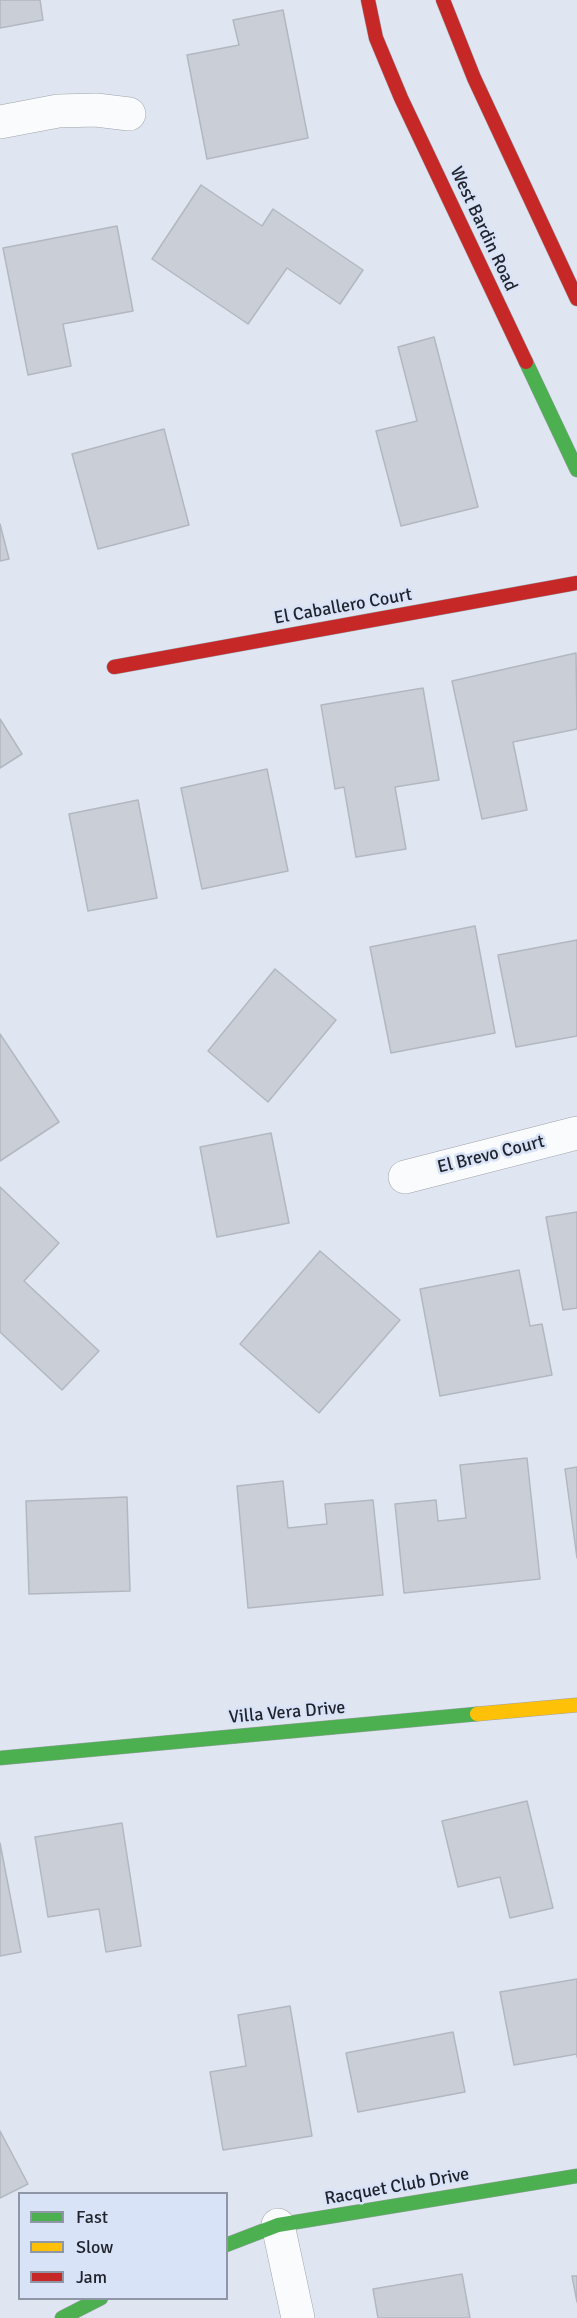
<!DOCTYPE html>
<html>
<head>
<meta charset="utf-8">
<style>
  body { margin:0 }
  #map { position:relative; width:577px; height:2318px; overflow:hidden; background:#e0e6f1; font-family:Signika,sans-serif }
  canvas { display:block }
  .legend { position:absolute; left:18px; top:2192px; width:210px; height:108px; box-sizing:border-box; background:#d9e3f8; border:2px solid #8f96a6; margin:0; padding:8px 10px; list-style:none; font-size:18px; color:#1f222a }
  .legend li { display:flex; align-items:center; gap:12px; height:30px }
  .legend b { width:30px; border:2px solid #8f96a6 }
</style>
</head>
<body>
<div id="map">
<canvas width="577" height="2318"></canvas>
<ul class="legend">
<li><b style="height:8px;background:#4caf50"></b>Fast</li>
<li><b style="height:8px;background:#ffc107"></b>Slow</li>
<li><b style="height:8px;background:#c62828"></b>Jam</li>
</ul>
</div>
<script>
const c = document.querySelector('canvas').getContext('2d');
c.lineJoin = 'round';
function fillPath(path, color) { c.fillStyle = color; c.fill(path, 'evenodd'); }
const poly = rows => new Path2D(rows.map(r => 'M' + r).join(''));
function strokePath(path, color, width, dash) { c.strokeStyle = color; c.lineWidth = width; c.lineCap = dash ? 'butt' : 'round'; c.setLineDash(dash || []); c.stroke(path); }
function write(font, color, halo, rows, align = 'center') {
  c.font = font + ' Signika,sans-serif'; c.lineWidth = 5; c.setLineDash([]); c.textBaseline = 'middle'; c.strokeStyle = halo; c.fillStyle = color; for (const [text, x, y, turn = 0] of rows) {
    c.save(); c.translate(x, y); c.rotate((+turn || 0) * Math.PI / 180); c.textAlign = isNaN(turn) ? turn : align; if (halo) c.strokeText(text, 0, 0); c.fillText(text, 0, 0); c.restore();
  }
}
const building = poly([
  [0,0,40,0,43,20,0,28,0,0],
  [283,10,308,138,207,159,187,55,239,45,233,20,283,10],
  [201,185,262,226,273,209,363,270,340,304,287,268,248,324,152,259,201,185],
  [117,226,133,311,63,324,71,366,28,375,3,248,117,226],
  [434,337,478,507,401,526,376,431,417,421,398,347,434,337],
  [164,429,189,525,98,549,72,454,164,429],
  [0,524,9,559,0,561,0,524],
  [576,653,577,729,513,742,527,810,482,819,452,681,576,653],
  [423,688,439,780,395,787,406,849,356,857,344,787,335,789,321,705,423,688],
  [0,719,22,754,0,768,0,719],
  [267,769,288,871,202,889,181,788,267,769],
  [138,800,157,898,88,911,69,814,138,800],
  [475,926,495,1033,391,1053,370,947,475,926],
  [577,940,577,1036,516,1047,498,955,577,940],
  [275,969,336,1020,268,1102,208,1051,275,969],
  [0,1034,59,1122,0,1161,0,1034],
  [271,1133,289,1223,217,1237,200,1147,271,1133],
  [0,1187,59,1243,24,1281,99,1351,62,1390,0,1332,0,1187],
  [577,1212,577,1308,563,1310,546,1217,577,1212],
  [320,1251,400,1320,319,1413,240,1344,320,1251],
  [519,1270,530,1326,542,1324,552,1375,440,1396,420,1289,519,1270],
  [527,1458,540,1579,404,1593,395,1504,436,1500,438,1521,466,1518,460,1465,527,1458],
  [577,1467,577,1558,565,1469,577,1467],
  [283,1481,288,1528,327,1524,325,1504,373,1500,383,1595,248,1608,237,1486,283,1481],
  [127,1497,130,1591,29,1594,26,1501,127,1497],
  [527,1801,553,1908,510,1918,500,1877,458,1887,442,1821,527,1801],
  [122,1823,141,1946,106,1952,99,1909,48,1917,35,1837,122,1823],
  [0,1843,21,1952,0,1956,0,1843],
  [577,1979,577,2057,577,2054,514,2065,500,1992,577,1979],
  [290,2006,312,2136,223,2150,210,2072,246,2066,238,2015,290,2006],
  [453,2032,465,2092,358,2112,346,2053,453,2032],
  [0,2131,28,2184,0,2198,0,2131],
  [462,2274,470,2318,378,2318,373,2289,462,2274],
  [572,2276,577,2276,577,2302,572,2276]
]);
fillPath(building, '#cacfd7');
strokePath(building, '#b3b7c0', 1.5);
const street = poly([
  [0,122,58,111,96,110,129,114],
  [405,1177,577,1133],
  [278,2225,298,2318]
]);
const fast = poly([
  [526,362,577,470],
  [0,1758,477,1714],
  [226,2245,278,2225,577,2176],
  [62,2318,101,2298]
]);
const slow = poly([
  [477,1714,577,1705]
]);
const jam = poly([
  [368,0,376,38,401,98,526,362],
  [443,0,474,78,577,299],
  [114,667,577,583]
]);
strokePath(street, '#9da2aa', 34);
strokePath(fast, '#9da2aa', 15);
strokePath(slow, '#9da2aa', 15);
strokePath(jam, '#9da2aa', 15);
strokePath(street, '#fafbfd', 33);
strokePath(fast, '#4caf50', 14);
strokePath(slow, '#ffc107', 14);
strokePath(jam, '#c62828', 14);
write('18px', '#1f222a', '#d9e3f8', [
  ["West Bardin Road",483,229,65],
  ["El Caballero Court",343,607,-10],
  ["El Brevo Court",491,1155,-14],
  ["Villa Vera Drive",287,1713,-5],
  ["Racquet Club Drive",397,2187,-10]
]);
</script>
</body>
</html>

### Your task
Each line of the material that contains "center" is to be counted, and only the total stated.

### Solution to this problem
2